Furthermore, the terms "long," "short," "inner," "outer," and the like, as used herein, refer to an orientation or positional relationship based on that shown in the drawings, for convenience of description of the present invention, and are not intended to indicate or imply that the apparatus or elements referred to must have this particular orientation, operate in a particular orientation configuration, and thus should not be construed as limiting the invention.

The technical scheme of the invention is further described below by the specific embodiments with reference to the accompanying drawings.

Example 1

In view of the above-mentioned drawbacks of the conventional dc power supply technology, the present inventors have actively studied and innovated based on practical experience and expertise which are rich for years in designing and manufacturing in the industry, and in combination with application of the theory, so as to hope to create a technology capable of solving the drawbacks of the prior art, so that the dc power supply technology has more practicability. After continuous research and design and repeated sample test and improvement, the application with practical value is finally created.
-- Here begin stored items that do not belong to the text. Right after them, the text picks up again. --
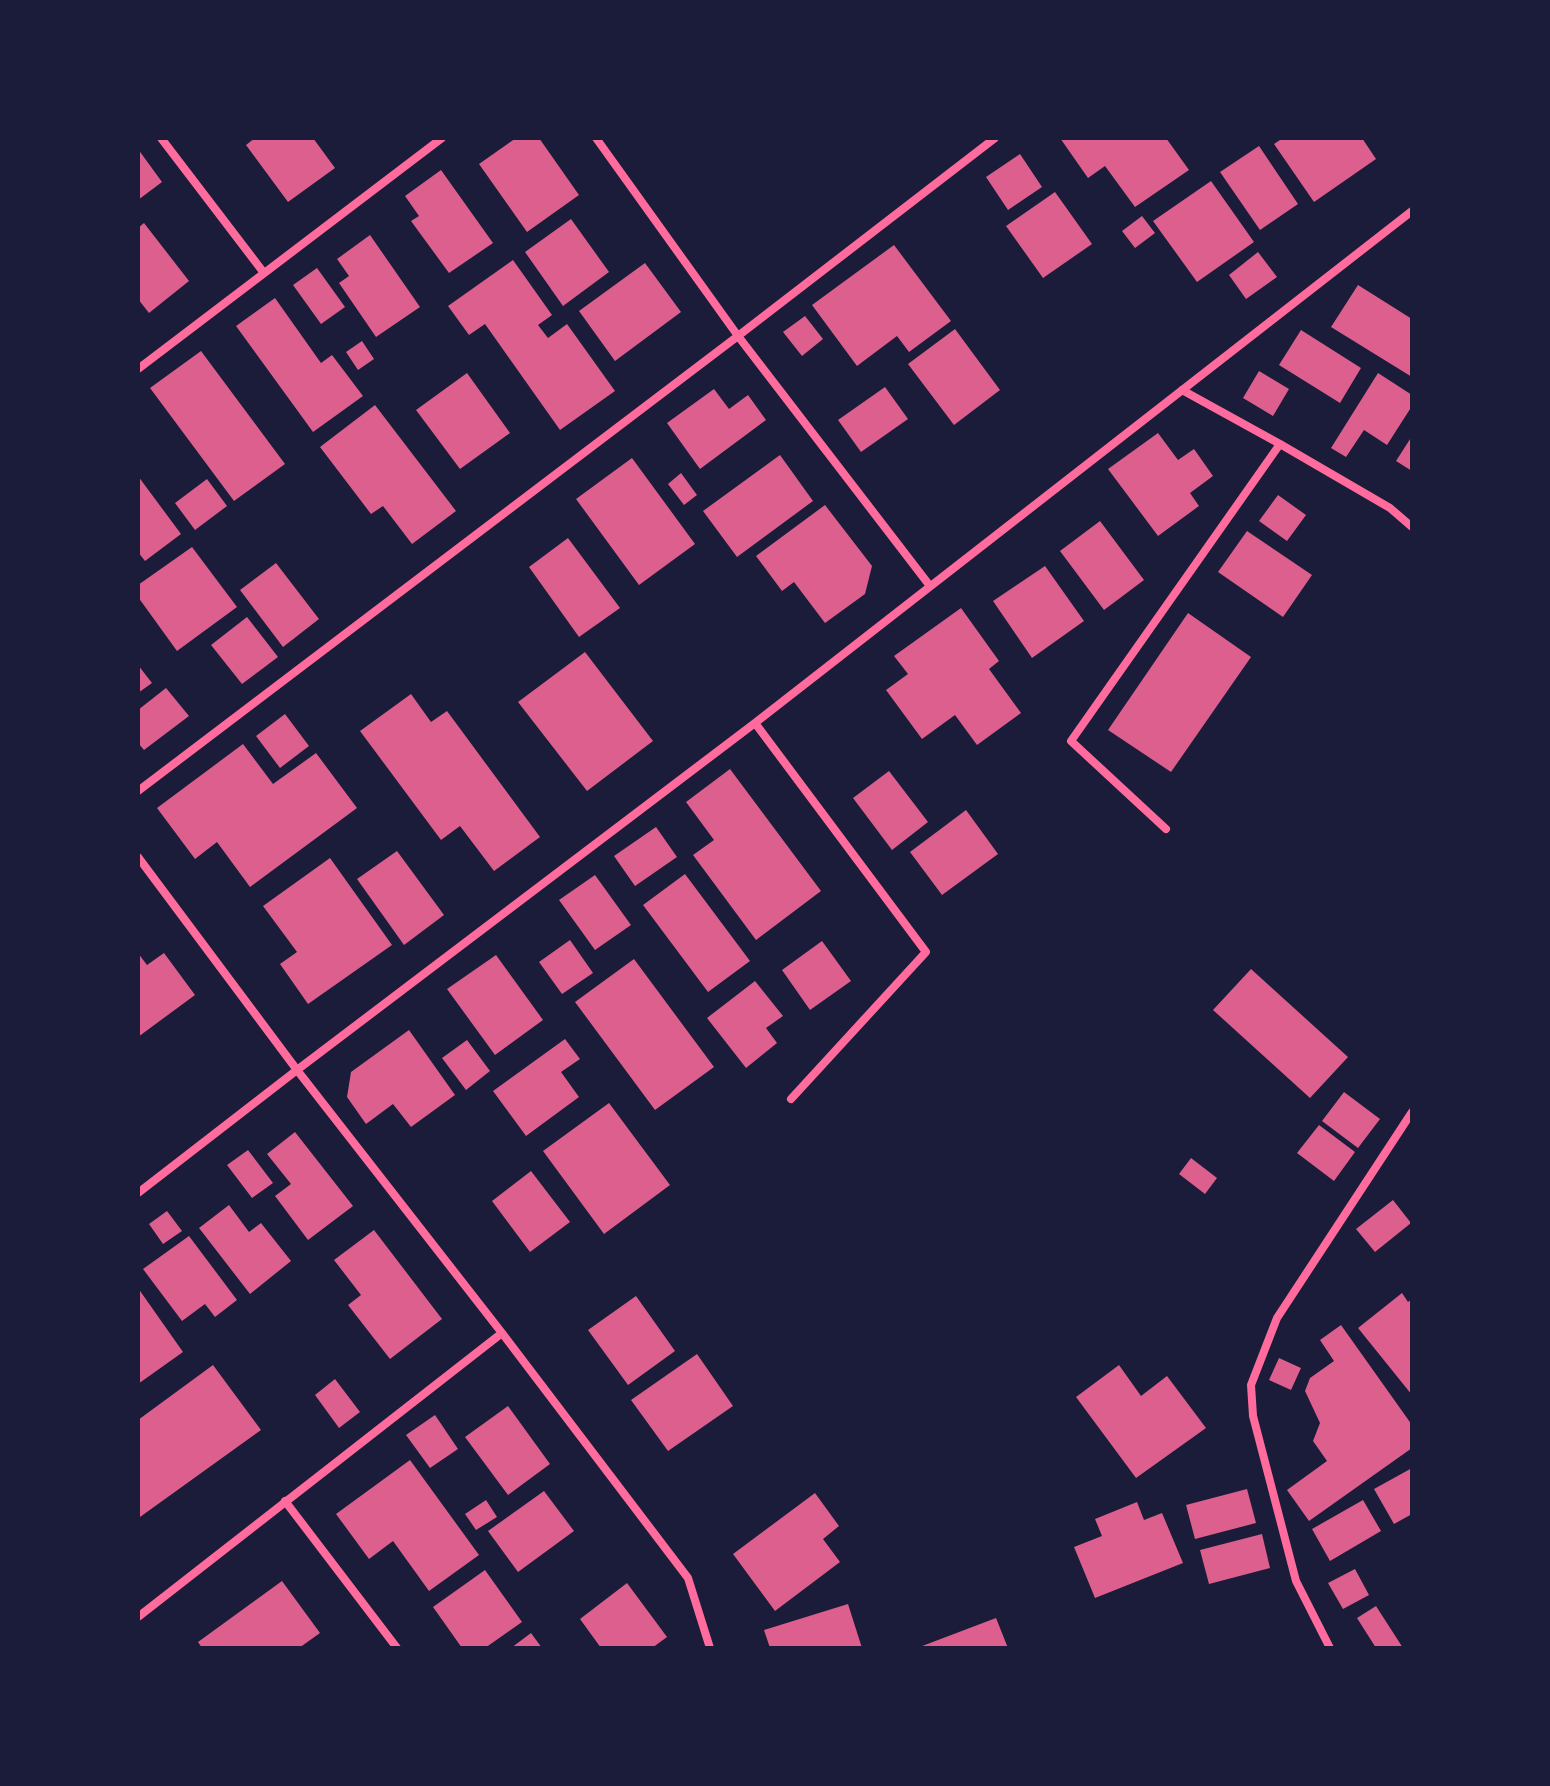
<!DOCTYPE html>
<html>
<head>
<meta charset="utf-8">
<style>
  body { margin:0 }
  #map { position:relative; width:1550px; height:1786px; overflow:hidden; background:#1b1b3a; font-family:Manrope,sans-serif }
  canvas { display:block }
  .frame { position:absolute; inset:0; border:140px solid #1b1b3a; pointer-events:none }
</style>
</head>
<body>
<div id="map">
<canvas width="1550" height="1786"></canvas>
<div class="frame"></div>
</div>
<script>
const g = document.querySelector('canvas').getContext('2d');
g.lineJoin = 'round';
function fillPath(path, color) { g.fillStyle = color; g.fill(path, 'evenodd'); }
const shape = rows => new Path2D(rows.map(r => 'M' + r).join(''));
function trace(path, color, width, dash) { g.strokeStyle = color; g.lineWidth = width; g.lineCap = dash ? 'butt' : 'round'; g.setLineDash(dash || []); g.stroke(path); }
fillPath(shape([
  [255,138,313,138,335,168,288,202,246,145],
  [516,138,539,138,579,195,527,232,479,164],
  [1060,138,1166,138,1189,170,1135,207,1105,166,1088,178],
  [1283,138,1362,138,1376,159,1314,202,1274,144],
  [1259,146,1298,204,1260,230,1220,172],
  [138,149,162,182,138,200],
  [1020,154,1042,187,1008,210,986,177],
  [441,170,493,243,449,273,411,221,419,216,405,196],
  [1211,181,1254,242,1197,282,1153,221],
  [1055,192,1092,244,1043,278,1006,226],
  [1142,216,1155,233,1135,248,1122,231],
  [571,219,609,272,563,306,525,252],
  [144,223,189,281,149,313,138,299,138,228],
  [370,235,420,307,376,337,339,283,349,276,337,259],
  [894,245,951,321,909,352,897,336,857,366,812,305],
  [1258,252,1277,277,1246,299,1229,275],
  [513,260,552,315,538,325,548,338,567,324,615,391,560,430,485,324,469,335,448,306],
  [645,263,681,312,615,361,579,311],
  [317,268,345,307,321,324,293,285],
  [1358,285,1412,319,1412,377,1331,327],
  [275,298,321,363,332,355,363,396,313,432,236,326],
  [805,316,823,339,802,356,783,332],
  [955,329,1000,390,954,425,908,364],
  [1301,330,1361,368,1340,403,1279,365],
  [362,341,374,359,358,370,346,352],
  [201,351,285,464,234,501,150,388],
  [1259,371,1289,389,1273,416,1243,398],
  [467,373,510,433,460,469,416,410],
  [1378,373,1412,395,1412,406,1387,445,1364,430,1346,457,1331,448],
  [885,387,908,419,861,452,838,420],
  [714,389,729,409,748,395,766,420,700,469,667,423],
  [375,405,456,511,412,544,383,506,371,514,320,447],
  [1158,433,1178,460,1194,449,1213,476,1190,493,1199,506,1158,536,1108,469],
  [1412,436,1412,471,1396,461],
  [780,455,813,501,737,557,703,511],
  [632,458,695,544,639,585,576,499],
  [681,473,697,495,684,505,668,484],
  [138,476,181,534,145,561,138,552],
  [207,479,227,506,195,530,175,503],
  [1278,495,1306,515,1287,541,1259,521],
  [825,505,872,566,865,594,825,623,794,582,782,591,756,556],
  [1100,521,1144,580,1104,610,1060,551],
  [1247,531,1312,575,1283,617,1218,572],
  [568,538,620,608,579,637,529,567],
  [192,547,237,607,177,651,138,597,138,585],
  [276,563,319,619,283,647,240,590],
  [1045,566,1084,621,1032,658,993,601],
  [961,608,999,661,989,669,1021,713,977,745,955,715,922,739,886,690,908,674,894,656],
  [1188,613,1251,657,1171,772,1108,730],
  [247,617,278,657,242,684,211,645],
  [585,652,653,741,587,791,518,702],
  [138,665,152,683,138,693],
  [166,688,189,716,144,750,138,743,138,710],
  [411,694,431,722,447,711,540,837,494,871,460,826,441,840,360,731],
  [285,714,309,746,280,768,256,736],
  [243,744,273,784,316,753,357,808,250,887,217,842,195,859,157,808],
  [730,769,821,891,756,940,693,855,714,840,686,802],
  [889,771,928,822,892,850,853,798],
  [966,810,998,854,942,895,910,852],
  [656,827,677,857,635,886,614,856],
  [397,851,444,915,404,945,357,879],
  [330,858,392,945,308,1004,280,964,297,952,263,906],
  [685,874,750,961,708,992,643,905],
  [595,875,631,925,595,950,559,900],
  [570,940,593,973,562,994,539,962],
  [822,941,851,981,810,1010,782,970],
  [138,953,147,965,164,953,195,995,138,1037],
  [496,955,543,1020,495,1055,447,989],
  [634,959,714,1067,655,1110,575,1002],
  [1251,969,1348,1057,1310,1098,1213,1010],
  [755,981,783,1016,766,1028,777,1043,746,1068,707,1018],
  [409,1030,455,1095,411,1127,393,1104,366,1124,347,1097,351,1072],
  [565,1039,580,1059,561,1072,579,1097,526,1136,493,1091],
  [467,1040,490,1071,466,1090,442,1058],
  [1344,1092,1380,1119,1358,1148,1322,1121],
  [609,1103,670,1185,604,1234,543,1151],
  [1319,1125,1355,1152,1334,1181,1297,1153],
  [295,1132,353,1206,308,1240,275,1196,291,1184,267,1154],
  [248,1150,273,1183,252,1198,227,1165],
  [1191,1158,1217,1178,1205,1194,1179,1174],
  [531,1171,570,1222,530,1252,492,1201],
  [1393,1200,1411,1223,1375,1252,1356,1229],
  [229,1205,249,1232,261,1223,291,1261,250,1294,199,1228],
  [167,1211,182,1231,163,1244,149,1224],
  [374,1230,442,1319,390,1359,348,1305,361,1295,334,1260],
  [189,1236,237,1300,215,1317,205,1304,182,1321,143,1269],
  [138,1288,183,1352,138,1384],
  [1402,1293,1408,1302,1412,1299,1412,1395,1358,1328],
  [636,1296,675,1351,628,1385,588,1330],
  [1341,1325,1412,1425,1412,1448,1309,1521,1287,1490,1327,1461,1313,1441,1320,1423,1305,1391,1310,1378,1334,1361,1320,1340],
  [697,1354,733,1406,668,1451,631,1400],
  [1279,1358,1301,1368,1291,1390,1269,1380],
  [213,1365,261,1430,140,1517,138,1514,138,1420],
  [1119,1365,1141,1396,1167,1376,1206,1428,1136,1478,1076,1397],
  [335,1379,360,1412,339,1428,315,1395],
  [508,1406,550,1464,508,1495,465,1437],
  [435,1415,458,1449,430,1468,406,1435],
  [410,1460,479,1555,429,1591,393,1541,369,1559,336,1514],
  [1412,1468,1412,1514,1394,1524,1374,1489],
  [1247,1489,1256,1523,1195,1539,1186,1505],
  [544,1491,574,1531,518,1572,488,1531],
  [815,1493,839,1526,823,1539,840,1562,775,1611,733,1554],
  [486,1500,497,1517,476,1530,465,1514],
  [1363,1500,1381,1531,1330,1561,1312,1529],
  [1137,1502,1144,1520,1162,1513,1183,1563,1095,1598,1074,1547,1102,1536,1095,1519],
  [1262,1534,1270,1568,1209,1584,1200,1550],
  [1355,1569,1369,1595,1343,1609,1328,1583],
  [485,1570,522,1622,485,1648,462,1648,433,1607],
  [282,1581,320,1633,299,1648,202,1648,198,1642],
  [627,1583,667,1637,652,1648,601,1648,580,1619],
  [848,1604,862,1648,770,1648,764,1630],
  [1376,1606,1403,1648,1376,1648,1357,1618],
  [996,1618,1008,1648,917,1648],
  [531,1633,542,1648,511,1648]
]), '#dd5f8e');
trace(shape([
  [161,138,264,273],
  [596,138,738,336,930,586],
  [138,369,442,138],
  [1182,390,1280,444,1390,508,1412,527],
  [755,723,926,952,791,1099],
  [138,791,738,336,995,138],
  [1166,829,1071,741,1280,444],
  [138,857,297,1070,502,1333,688,1578,710,1648],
  [138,1193,297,1070,755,723,1412,211],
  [285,1501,397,1648],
  [138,1617,502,1333],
  [1330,1648,1296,1581,1253,1416,1251,1385,1277,1318,1412,1112]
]), '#ff6b9d', 8);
</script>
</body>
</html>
Referring to fig. 1, an embodiment of the present invention provides a rectifying module, including an inductance component, a switch component, a rectifying component and a capacitance component; wherein,

The inductance assembly comprises a first inductance L1, a second inductance L2, a third inductance L3 and a fourth inductance L4;

The switch assembly comprises a first switch S1, a second switch S2, a third switch S3 and a fourth switch S4;

the rectifying assembly comprises a first rectifying element D1, a second rectifying element D2, a third rectifying element D3 and a fourth rectifying element D4;

The capacitor assembly comprises a first capacitor C1 and a second capacitor C2;

The reverse ends of the first rectifying element D1, the second rectifying element D2 and the third rectifying element D3 are connected in parallel and then connected with one end of the fourth switch S4, the forward end of the first rectifying element D1 is connected with one end of the first switch S1, the forward end of the second rectifying element D2 is connected with one end of the second switch S2, the forward end of the third rectifying element D3 is connected with one end of the third switch S3, and the other ends of the first switch S1, the second switch S2 and the third switch S3 are connected in parallel and then connected with a load;

one end of the first inductor L1, the second inductor L2 and the third inductor L3 are respectively connected with one of three-phase windings in the phase-shifting transformer, the other end of the first inductor L1 is connected between the first switch S1 and the first rectifying element D1, the other end of the second inductor L2 is connected between the second switch S2 and the second rectifying element D2, and the other end of the third inductor L3 is connected between the third switch S3 and the third rectifying element D3;

The other end of the fourth switch S4 is connected with the fourth inductor L4 in series and then connected with the load;

The positive end of the fourth rectifying element D4 is connected between one end of the first switch S1, the second switch S2 and the third switch S3 connected in parallel and the load, and the reverse end of the fourth rectifying element D4 is connected between the fourth switch S4 and the fourth inductor L4;

One end of the first capacitor C1 is connected between one end of the first rectifying element D1, the second rectifying element D2 and the third rectifying element D3 connected in parallel and the fourth switch S4, and the other end of the first capacitor C1 is connected between one end of the first switch S1, the second switch S2 and the third switch S3 connected in parallel and the load;

One end of the second capacitor C2 is connected between the fourth inductor L4 and the load, and the other end of the second capacitor C2 is connected between the load and one end of the first switch S1, the second switch S2, and the third switch S3 after being connected in parallel.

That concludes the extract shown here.